The reason to avoid an implied base (which would dictate an implied number range) is that we don't actually know what the units of the things being put into the histograms are. E.g. some application may report response times in nanoseconds, or milliseconds, or seconds (or days, or years). and since histograms might be used for arbitrary stuff using arbitrary units (e.g. size in picowidgets or terawidgets, wavelength in angstroms or lightyears, acceleration in nanometers per second per second, or furlongs per fortnight per fortnight) there is great benefit for allowing the same dynamic range to be used regardless of unit choice.

This was the original reason I build auto-ranging for DoubleHistogram: A group building a monitoring system wanted high-dynamic-range (HDR) histograms that could be used to track the value distribution of data that they did not understand or control, and did not know the meaning or units of. That reason and motivation would seem to apply directly here (open telemetry) when consider what histograms can support.

Pre-determining the base [as e.g. 2^(2^-scale) in the example above] will limit the dynamic range. But auto-raging basically makes the base a function of the smallest experienced non-zero number in the data set. The base can then move to accommodate the data as it is recorded, as long as the range of values recorded in the data set does not exceed the supported dynamic range.

Lets discuss this in practical terms for an exponential representation (the log-linear representation can be seen in existing code): In an exponential encoding (with a scale defining the ratios between consecutive buckets as 2^(2^-scale)) that can use an arbitrary base, supporting a dynamic range that would cover the entire 2^-1023 to 2^1023 possible value range would require (2048 * 2^scale) indexes. so e.g. at a scale of 7, a counts array that can grow to 2048 * 128 = 262144 (256K) entires can cover the entire possible dynamic value range.
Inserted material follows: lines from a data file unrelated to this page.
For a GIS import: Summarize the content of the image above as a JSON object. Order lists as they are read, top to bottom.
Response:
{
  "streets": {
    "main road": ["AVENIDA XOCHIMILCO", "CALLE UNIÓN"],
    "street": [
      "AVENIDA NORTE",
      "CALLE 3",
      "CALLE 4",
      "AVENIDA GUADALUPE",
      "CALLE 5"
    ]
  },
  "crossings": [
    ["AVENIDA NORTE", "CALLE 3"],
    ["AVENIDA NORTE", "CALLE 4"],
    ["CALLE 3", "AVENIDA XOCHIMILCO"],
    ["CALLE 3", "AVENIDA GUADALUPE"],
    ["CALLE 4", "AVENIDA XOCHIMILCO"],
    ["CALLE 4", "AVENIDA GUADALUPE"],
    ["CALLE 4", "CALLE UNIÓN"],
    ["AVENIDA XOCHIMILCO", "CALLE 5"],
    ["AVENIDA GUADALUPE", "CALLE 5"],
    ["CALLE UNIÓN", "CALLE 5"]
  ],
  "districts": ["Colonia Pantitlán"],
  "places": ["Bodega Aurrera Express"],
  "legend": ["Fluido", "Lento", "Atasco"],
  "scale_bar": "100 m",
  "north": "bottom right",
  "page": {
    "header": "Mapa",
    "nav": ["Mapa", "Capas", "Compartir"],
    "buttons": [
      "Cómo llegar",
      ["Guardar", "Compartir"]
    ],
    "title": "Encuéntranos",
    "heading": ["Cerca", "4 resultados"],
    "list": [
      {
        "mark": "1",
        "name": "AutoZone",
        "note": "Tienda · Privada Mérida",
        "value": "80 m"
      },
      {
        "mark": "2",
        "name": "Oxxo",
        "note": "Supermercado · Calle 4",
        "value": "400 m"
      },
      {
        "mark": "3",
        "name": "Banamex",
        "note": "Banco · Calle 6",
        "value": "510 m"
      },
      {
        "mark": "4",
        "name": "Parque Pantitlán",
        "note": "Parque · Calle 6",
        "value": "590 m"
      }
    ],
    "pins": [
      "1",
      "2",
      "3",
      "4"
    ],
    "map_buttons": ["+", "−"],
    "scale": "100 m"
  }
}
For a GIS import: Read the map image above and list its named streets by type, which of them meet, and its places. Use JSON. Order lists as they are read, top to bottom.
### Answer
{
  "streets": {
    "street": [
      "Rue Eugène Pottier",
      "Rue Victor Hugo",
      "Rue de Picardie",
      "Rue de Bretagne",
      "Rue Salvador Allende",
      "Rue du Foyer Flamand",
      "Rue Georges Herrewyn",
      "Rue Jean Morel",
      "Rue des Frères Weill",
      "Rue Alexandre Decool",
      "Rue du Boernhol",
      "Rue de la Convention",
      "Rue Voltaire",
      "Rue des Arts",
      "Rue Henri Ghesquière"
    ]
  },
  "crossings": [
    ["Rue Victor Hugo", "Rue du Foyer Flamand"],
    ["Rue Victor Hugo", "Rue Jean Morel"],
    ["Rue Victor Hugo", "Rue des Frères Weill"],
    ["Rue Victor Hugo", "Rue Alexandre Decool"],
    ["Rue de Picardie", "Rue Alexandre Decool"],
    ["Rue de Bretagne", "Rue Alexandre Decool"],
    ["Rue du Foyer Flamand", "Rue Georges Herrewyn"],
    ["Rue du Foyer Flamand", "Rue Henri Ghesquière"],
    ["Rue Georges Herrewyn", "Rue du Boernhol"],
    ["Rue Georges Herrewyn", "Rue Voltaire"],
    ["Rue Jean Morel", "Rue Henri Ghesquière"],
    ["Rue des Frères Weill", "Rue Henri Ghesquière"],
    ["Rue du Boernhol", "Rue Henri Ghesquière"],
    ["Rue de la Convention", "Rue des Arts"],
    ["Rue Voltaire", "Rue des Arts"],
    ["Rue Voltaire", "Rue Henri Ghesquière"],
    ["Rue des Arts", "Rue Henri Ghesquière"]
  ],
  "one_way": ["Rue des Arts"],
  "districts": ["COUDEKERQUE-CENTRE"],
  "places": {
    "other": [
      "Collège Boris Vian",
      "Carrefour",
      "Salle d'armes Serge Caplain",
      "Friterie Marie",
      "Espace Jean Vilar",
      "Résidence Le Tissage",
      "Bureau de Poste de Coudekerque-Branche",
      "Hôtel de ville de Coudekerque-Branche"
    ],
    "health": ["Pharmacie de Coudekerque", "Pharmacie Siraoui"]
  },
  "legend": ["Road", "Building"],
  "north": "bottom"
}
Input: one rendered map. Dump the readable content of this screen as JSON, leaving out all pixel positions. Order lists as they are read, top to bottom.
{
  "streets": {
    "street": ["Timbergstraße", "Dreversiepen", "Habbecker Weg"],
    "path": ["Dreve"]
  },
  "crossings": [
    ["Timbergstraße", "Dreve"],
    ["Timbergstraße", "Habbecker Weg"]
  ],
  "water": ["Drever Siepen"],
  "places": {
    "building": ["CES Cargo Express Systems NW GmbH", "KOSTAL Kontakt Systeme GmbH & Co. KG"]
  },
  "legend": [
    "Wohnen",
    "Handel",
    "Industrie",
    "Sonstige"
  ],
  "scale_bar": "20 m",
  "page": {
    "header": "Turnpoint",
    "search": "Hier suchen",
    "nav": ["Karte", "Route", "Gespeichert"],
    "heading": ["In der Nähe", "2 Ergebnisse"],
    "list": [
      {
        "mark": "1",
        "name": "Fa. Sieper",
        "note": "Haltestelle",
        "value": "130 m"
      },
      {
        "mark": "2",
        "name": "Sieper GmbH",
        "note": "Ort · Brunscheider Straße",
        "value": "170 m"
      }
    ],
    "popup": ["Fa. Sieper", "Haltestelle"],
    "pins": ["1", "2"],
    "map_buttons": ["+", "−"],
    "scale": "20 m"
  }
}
Auto-sizing the counts array allows the space used to be limited to the amount needed for the actual value data being recorded, and doing auto-sizing in chucks (e.g. 128 at a time) coupled with limiting the array size (to e.g. 7,040 max entires, to support a dynamic range of up to 1 : 2^55) will contain the worst case number of resize operations, along with the memcpy costs involved in that constrained number of resize operations, to the point where the implementation becomes very practical and performant.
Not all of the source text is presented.